A randomized study found that people who took 500mg of chamomile extracts three times per day had less anxiety than those who took a placebo. You can take chamomile supplements, use chamomile essential oils, or drink chamomile tea.

10. Lavender Essential Oil

Some people think that the scent of lavender is relaxing. Some evidence suggests that smelling this herb can help ease anxiety. A recent study found that using lavender oil or a lavender foot bath may help reduce anxiety and stress in expectant mothers.

A found that people who used lavender aromatherapy before surgery were less anxious than those who did not use it. You can inhale lavender oil by using an essential oils diffuser. They may also add lavender essential oil to their skin after diluting it in a carrier oil such as coconut or olive oil.

11. Herb Pharm Organic Lemon Balm Extract

Lemon balm is an herb that has leaves with a lemony fragrance. It is related to peppermint and is a popular calming herb.
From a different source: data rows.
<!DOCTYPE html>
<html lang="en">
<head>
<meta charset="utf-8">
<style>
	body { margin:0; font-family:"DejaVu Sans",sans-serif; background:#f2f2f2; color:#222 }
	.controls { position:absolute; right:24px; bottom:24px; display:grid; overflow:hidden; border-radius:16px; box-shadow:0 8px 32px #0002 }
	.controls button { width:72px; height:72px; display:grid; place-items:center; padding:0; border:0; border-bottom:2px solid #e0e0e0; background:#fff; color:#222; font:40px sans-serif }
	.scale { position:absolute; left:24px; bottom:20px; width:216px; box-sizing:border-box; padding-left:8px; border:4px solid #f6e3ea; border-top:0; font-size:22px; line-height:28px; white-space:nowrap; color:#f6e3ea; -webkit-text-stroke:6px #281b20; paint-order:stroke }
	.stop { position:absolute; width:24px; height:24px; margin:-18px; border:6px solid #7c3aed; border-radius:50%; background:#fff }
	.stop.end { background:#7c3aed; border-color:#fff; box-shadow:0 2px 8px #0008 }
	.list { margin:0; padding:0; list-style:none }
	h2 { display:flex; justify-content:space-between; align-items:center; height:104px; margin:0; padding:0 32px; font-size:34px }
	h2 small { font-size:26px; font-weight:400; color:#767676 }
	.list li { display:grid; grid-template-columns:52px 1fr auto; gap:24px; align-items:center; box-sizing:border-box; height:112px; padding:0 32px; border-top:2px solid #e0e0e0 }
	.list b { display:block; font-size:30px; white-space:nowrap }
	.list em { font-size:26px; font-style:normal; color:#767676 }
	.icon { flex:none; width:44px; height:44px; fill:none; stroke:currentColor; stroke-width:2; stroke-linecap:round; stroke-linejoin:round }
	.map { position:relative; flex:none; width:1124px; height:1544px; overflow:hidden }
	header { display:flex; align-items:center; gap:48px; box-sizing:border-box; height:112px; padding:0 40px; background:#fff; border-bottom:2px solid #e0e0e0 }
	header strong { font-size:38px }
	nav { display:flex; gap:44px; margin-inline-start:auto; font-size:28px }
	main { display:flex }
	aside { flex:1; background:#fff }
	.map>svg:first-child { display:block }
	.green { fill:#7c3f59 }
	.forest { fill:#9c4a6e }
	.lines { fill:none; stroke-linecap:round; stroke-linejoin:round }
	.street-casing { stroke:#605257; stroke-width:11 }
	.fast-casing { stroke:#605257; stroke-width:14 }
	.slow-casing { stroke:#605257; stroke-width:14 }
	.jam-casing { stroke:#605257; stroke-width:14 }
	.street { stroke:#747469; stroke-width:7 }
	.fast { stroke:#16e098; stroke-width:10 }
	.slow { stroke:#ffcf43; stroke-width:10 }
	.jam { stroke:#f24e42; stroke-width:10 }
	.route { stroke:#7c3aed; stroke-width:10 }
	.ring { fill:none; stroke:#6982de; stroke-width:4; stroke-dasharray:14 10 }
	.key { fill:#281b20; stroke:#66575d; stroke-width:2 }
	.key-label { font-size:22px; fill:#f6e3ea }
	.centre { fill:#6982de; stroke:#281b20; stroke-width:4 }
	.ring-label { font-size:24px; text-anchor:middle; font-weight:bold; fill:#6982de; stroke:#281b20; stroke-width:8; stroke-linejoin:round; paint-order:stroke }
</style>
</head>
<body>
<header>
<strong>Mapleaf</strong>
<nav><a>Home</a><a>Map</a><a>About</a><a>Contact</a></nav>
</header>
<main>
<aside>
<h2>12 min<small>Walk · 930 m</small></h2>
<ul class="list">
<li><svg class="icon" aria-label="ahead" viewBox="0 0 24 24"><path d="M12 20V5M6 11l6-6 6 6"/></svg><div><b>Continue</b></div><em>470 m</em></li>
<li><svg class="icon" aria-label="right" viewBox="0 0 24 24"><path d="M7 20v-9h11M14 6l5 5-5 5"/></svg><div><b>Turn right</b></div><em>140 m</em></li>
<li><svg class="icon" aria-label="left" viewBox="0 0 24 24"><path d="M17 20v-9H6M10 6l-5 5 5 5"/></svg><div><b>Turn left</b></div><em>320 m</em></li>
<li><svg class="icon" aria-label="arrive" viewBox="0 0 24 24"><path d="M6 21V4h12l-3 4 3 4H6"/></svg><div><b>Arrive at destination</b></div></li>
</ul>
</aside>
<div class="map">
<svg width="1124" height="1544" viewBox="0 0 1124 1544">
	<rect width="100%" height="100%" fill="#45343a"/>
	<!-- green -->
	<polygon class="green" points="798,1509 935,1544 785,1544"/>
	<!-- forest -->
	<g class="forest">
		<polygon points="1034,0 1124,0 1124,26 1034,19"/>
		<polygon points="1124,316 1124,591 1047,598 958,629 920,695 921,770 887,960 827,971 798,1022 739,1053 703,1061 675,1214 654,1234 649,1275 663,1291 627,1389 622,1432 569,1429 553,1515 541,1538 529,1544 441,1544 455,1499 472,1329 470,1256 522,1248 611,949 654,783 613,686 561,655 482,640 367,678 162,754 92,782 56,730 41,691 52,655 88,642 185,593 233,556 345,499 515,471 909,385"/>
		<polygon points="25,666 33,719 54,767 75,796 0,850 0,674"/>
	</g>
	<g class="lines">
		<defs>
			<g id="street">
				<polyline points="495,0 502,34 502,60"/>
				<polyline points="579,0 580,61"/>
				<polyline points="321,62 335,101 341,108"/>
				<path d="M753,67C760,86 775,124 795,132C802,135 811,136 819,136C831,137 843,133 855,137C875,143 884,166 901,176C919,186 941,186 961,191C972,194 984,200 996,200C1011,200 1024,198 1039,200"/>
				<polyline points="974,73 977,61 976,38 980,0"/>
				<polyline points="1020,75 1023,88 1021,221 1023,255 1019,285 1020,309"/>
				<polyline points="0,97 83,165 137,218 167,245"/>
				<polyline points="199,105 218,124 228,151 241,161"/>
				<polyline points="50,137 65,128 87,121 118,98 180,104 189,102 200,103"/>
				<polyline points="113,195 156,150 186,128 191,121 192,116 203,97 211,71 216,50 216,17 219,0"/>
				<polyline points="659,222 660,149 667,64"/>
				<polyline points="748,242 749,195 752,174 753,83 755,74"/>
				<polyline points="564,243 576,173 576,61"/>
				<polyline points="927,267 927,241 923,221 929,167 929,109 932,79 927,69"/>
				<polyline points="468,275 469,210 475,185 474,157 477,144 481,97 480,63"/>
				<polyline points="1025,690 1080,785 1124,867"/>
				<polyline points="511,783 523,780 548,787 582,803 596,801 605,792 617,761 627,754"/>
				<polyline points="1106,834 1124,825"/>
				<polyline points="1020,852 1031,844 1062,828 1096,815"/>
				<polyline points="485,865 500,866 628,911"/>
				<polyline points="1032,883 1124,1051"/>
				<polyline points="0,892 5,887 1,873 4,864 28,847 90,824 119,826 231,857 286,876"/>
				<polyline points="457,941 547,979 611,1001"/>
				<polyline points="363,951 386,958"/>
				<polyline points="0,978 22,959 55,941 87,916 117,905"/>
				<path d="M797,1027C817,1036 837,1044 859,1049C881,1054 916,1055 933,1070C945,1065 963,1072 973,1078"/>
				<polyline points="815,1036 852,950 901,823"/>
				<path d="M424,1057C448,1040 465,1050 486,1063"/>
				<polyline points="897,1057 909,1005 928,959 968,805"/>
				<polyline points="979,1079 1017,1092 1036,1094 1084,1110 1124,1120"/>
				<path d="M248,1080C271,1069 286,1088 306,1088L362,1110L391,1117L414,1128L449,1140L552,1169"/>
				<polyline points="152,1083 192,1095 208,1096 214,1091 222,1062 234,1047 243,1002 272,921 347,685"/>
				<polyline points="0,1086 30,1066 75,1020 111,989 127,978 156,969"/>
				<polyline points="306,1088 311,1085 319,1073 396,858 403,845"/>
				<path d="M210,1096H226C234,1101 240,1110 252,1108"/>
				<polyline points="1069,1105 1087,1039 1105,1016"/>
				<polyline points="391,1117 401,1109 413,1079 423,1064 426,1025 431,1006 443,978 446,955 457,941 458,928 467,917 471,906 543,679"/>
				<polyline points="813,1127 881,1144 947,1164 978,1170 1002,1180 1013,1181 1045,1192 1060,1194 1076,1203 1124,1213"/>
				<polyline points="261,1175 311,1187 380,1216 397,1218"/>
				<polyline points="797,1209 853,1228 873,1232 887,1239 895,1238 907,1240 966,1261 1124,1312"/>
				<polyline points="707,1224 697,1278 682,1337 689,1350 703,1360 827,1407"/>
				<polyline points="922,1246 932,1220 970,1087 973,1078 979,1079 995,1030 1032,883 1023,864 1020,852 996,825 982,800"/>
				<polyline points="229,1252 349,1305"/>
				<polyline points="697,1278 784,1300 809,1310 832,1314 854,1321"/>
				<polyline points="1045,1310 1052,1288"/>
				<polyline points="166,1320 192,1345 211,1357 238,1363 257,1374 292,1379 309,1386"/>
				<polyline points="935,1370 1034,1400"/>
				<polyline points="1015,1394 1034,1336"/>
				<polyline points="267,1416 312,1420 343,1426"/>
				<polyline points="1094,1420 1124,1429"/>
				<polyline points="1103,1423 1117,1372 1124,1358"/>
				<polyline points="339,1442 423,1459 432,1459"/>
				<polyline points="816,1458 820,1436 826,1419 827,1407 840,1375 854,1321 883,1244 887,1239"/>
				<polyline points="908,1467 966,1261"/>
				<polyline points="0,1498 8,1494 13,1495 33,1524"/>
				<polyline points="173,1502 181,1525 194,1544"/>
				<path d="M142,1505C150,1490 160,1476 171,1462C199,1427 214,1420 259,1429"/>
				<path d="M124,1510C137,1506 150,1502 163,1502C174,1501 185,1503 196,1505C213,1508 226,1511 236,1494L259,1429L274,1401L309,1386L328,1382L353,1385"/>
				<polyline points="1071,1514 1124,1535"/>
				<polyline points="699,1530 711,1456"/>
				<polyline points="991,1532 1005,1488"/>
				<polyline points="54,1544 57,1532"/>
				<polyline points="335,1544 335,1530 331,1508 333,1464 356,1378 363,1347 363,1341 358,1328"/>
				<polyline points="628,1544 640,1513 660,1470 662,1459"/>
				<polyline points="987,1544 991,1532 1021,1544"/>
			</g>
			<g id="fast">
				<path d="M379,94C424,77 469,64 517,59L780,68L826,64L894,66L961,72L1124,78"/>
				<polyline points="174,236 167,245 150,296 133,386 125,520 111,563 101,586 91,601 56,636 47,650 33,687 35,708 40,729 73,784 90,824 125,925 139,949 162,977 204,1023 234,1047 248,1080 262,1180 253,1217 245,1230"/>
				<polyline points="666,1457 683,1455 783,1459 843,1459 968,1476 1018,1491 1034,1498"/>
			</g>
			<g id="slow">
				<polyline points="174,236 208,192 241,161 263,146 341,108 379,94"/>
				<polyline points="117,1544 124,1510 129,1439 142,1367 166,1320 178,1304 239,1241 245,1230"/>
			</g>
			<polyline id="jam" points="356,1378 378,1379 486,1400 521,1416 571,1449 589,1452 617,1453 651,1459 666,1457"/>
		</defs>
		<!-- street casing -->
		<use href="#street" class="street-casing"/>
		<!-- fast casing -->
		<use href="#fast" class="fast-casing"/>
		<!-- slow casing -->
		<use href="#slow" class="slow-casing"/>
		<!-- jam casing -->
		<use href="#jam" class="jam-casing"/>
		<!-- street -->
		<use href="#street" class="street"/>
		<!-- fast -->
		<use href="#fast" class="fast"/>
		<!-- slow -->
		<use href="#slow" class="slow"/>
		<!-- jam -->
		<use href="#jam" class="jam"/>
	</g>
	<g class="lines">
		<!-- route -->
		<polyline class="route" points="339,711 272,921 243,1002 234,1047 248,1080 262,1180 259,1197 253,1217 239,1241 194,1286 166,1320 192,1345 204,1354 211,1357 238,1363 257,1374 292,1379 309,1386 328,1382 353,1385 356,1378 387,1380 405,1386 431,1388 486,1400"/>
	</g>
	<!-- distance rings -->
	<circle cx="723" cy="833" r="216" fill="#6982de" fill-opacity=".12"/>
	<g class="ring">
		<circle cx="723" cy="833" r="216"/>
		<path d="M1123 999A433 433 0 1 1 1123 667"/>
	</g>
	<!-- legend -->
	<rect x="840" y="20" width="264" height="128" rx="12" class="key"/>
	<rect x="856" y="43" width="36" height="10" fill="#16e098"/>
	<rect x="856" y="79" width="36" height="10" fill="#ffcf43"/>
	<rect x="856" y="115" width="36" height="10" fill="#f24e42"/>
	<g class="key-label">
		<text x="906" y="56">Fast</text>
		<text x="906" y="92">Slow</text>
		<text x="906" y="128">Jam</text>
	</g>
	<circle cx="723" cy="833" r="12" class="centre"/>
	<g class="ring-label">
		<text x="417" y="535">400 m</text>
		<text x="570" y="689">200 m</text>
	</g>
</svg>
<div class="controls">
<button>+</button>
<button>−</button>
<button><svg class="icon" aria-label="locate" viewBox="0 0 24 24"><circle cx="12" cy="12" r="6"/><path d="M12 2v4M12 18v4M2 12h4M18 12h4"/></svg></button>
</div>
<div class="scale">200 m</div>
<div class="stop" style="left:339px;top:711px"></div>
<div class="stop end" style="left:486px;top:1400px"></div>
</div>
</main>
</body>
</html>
A 2016 study found that Melissa officinalis (lemon balm) tea improves anxiety symptoms and sleep quality for people who have experienced burns.

A 2019 double-blind study looked at people who recently had heart bypass surgery. People who took capsules containing 1 gram of dried lemon balm daily had lower anxiety levels than people who took a placebo.

Final Thoughts

Anxiety is a common mental health condition.  Fortunately, anxiety disorders such as Obsessive-Compulsive Disorder (OCD) can be managed with therapy and alternative treatments, including supplements.

Research suggests that some dietary supplements may help with the management of anxiety, and reduce stress, including magnesium, vitamin B12, vitamin D, saffron, omega-3s (EPA and DHA), chamomile, and l-theanine.

Natural medicine is not the only way for people to manage their anxiety. People who suffer from mental disorders may also want to try herbal medicines, meditation, yoga exercises, deep breathing techniques, or regular exercises as remedies for anxiety to help them cope with their symptoms.

Before taking any natural vitamins, talk with a doctor first. You shouldn't stop taking anxiety medication without a doctor's approval.